(Saved data entries)
********************

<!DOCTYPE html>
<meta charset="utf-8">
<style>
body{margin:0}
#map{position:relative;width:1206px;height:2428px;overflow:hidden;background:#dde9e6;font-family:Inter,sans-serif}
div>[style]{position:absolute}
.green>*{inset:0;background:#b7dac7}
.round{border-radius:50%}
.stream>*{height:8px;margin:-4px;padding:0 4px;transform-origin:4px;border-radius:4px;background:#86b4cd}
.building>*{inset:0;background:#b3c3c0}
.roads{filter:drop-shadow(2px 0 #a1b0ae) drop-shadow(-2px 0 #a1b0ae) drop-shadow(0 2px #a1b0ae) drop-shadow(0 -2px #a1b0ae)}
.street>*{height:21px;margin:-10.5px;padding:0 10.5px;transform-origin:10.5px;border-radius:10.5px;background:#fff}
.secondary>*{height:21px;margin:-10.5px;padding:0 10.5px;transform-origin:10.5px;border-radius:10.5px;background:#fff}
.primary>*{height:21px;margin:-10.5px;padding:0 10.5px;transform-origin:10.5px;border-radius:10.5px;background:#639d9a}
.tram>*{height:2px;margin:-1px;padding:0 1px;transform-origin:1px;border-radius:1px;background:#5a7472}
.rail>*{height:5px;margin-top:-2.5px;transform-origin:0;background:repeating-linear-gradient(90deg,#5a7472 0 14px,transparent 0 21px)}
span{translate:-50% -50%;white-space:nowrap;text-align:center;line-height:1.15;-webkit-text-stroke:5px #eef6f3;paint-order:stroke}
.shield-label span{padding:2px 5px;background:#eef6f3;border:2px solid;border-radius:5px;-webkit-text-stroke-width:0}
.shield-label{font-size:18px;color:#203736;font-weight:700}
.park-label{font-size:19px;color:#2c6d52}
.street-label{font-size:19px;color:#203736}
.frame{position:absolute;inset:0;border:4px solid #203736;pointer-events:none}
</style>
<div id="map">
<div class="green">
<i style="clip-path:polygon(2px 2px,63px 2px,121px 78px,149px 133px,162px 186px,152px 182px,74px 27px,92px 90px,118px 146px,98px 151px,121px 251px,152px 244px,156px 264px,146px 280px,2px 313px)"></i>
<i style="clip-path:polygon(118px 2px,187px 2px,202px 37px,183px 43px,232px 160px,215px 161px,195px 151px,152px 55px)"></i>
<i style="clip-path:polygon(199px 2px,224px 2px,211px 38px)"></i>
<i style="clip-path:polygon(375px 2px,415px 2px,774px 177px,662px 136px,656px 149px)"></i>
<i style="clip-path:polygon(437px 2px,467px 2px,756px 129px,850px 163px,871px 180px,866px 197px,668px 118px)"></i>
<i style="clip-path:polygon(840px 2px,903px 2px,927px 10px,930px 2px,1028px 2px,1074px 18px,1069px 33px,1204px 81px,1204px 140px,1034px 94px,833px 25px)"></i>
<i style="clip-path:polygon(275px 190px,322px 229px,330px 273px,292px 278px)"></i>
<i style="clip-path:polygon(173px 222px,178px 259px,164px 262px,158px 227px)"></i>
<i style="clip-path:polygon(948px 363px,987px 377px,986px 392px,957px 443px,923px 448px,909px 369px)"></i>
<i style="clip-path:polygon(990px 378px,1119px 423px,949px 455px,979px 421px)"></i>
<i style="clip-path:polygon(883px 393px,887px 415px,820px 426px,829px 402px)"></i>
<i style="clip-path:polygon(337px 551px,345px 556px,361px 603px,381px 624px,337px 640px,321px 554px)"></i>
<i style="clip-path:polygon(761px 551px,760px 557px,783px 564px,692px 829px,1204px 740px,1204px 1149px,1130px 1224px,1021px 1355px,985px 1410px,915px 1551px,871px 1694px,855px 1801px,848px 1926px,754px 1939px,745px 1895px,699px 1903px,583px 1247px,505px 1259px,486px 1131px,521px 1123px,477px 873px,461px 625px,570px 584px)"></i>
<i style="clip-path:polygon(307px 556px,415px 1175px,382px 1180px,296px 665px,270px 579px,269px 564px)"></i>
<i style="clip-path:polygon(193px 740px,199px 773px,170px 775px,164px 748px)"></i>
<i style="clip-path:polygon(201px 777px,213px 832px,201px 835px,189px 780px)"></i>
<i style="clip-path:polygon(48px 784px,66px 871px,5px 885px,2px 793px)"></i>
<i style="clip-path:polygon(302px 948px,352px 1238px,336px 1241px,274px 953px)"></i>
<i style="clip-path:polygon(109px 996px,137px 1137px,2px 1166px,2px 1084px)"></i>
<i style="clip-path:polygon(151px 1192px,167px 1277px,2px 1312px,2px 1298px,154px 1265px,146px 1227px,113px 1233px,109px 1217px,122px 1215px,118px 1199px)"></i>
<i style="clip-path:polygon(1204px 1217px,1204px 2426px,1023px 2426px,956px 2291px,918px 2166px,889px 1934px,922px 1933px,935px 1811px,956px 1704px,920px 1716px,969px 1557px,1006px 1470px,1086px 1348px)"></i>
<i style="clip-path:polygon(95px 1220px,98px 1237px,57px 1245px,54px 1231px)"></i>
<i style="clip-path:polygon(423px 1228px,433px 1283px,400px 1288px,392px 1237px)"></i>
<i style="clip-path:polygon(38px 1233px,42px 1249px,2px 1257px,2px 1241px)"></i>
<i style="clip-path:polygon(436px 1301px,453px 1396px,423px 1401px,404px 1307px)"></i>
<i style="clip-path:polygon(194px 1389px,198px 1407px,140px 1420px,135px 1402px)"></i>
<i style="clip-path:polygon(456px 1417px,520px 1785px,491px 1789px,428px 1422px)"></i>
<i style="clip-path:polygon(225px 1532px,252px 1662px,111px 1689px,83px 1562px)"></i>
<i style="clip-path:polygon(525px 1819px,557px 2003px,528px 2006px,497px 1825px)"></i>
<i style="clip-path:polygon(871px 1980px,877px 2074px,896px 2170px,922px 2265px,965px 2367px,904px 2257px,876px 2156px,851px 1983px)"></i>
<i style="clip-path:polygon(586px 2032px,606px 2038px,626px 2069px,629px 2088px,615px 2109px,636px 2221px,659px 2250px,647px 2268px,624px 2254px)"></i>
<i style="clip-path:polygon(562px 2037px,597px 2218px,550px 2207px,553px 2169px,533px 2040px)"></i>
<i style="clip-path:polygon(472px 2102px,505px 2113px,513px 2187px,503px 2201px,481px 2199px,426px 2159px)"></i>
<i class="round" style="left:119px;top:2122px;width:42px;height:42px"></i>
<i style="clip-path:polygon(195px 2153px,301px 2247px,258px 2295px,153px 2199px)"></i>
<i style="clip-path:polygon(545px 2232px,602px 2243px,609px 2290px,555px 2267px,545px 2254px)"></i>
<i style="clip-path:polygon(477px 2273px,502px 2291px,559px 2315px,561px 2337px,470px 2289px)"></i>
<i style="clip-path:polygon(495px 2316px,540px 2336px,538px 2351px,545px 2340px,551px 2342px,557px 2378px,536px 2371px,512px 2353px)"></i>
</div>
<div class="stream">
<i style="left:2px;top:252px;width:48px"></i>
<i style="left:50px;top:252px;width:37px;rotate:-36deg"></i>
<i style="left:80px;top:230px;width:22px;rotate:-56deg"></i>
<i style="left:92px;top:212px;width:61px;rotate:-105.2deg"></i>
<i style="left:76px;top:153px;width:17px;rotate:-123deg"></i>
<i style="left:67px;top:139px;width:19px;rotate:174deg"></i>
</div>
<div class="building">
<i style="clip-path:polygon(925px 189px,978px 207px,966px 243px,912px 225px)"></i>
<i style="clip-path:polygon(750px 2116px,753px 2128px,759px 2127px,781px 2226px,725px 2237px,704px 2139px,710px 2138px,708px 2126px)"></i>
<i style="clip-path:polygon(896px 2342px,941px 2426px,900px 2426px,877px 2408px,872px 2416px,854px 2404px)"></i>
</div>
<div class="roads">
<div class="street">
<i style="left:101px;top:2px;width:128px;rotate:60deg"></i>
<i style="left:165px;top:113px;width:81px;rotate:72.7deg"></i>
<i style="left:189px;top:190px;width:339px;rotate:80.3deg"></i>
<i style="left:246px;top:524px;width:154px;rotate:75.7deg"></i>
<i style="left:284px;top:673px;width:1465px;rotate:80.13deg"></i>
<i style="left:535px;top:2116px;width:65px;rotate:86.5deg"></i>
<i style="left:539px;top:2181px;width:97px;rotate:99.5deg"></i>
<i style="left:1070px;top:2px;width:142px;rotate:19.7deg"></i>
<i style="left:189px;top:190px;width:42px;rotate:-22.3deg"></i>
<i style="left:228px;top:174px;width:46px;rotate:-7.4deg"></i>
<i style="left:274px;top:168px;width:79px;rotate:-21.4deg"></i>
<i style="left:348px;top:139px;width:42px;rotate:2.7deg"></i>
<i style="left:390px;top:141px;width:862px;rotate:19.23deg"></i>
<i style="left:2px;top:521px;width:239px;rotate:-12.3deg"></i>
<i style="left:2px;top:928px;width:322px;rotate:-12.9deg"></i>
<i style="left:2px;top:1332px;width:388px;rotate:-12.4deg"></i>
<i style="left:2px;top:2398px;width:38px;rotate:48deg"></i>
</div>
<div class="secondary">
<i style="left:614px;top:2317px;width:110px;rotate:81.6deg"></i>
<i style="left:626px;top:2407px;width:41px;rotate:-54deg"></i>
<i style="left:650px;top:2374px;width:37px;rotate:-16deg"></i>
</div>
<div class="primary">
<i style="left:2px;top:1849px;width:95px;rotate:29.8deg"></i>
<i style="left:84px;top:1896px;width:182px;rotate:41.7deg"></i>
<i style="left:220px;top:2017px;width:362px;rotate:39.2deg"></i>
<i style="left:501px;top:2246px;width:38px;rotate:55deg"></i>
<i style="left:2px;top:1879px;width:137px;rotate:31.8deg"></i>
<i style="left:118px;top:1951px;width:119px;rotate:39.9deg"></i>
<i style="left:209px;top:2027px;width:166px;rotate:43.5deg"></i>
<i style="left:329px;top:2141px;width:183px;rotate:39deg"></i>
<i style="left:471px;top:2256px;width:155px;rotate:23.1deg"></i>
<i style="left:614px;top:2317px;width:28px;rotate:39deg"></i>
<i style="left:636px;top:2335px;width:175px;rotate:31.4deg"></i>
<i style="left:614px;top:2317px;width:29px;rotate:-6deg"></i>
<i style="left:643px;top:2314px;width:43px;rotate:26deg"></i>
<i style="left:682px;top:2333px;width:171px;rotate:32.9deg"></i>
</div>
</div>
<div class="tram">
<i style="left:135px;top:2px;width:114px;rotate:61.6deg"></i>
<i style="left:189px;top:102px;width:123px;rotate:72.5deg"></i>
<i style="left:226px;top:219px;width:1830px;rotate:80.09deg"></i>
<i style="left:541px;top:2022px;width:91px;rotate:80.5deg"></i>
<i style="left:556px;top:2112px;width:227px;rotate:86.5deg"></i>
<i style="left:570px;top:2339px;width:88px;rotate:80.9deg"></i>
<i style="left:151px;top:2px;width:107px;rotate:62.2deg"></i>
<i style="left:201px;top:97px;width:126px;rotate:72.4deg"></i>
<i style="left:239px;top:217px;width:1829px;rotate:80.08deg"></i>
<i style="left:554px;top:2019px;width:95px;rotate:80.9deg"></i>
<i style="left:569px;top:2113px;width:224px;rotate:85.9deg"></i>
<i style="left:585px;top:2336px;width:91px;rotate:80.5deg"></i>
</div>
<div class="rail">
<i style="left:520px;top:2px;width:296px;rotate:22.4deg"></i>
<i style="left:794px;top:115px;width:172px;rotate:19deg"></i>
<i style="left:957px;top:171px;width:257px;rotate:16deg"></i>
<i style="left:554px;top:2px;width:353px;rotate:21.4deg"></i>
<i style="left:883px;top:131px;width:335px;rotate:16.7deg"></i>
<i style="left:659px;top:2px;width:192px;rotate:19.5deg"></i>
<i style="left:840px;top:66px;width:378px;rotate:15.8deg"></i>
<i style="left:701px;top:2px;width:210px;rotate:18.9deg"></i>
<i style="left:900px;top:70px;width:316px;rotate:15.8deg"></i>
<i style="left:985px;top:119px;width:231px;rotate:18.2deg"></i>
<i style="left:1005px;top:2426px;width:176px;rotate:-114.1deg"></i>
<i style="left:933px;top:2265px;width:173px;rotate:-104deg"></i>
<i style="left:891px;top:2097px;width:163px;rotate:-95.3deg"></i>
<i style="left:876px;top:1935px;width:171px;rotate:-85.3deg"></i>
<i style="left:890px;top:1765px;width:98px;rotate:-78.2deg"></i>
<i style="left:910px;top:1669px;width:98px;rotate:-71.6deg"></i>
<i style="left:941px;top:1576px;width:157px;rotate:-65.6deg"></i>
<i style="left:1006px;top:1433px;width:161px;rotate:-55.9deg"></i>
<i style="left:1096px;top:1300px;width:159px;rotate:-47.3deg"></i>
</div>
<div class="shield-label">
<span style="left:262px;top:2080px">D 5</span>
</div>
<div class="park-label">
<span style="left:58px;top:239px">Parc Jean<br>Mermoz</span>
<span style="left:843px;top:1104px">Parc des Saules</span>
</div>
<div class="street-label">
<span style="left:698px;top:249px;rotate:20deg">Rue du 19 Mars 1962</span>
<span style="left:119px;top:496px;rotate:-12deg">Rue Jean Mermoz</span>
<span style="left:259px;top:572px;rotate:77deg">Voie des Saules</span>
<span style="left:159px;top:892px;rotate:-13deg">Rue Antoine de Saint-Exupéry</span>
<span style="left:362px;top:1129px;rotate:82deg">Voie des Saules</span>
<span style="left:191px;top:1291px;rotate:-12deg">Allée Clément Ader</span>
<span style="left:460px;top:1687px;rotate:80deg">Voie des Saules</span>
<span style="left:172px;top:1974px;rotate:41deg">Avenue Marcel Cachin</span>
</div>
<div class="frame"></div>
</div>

********************

# Action item
Look over the records above and copy each line that includes the string "stream".

# Response
.stream>*{height:8px;margin:-4px;padding:0 4px;transform-origin:4px;border-radius:4px;background:#86b4cd}
<div class="stream">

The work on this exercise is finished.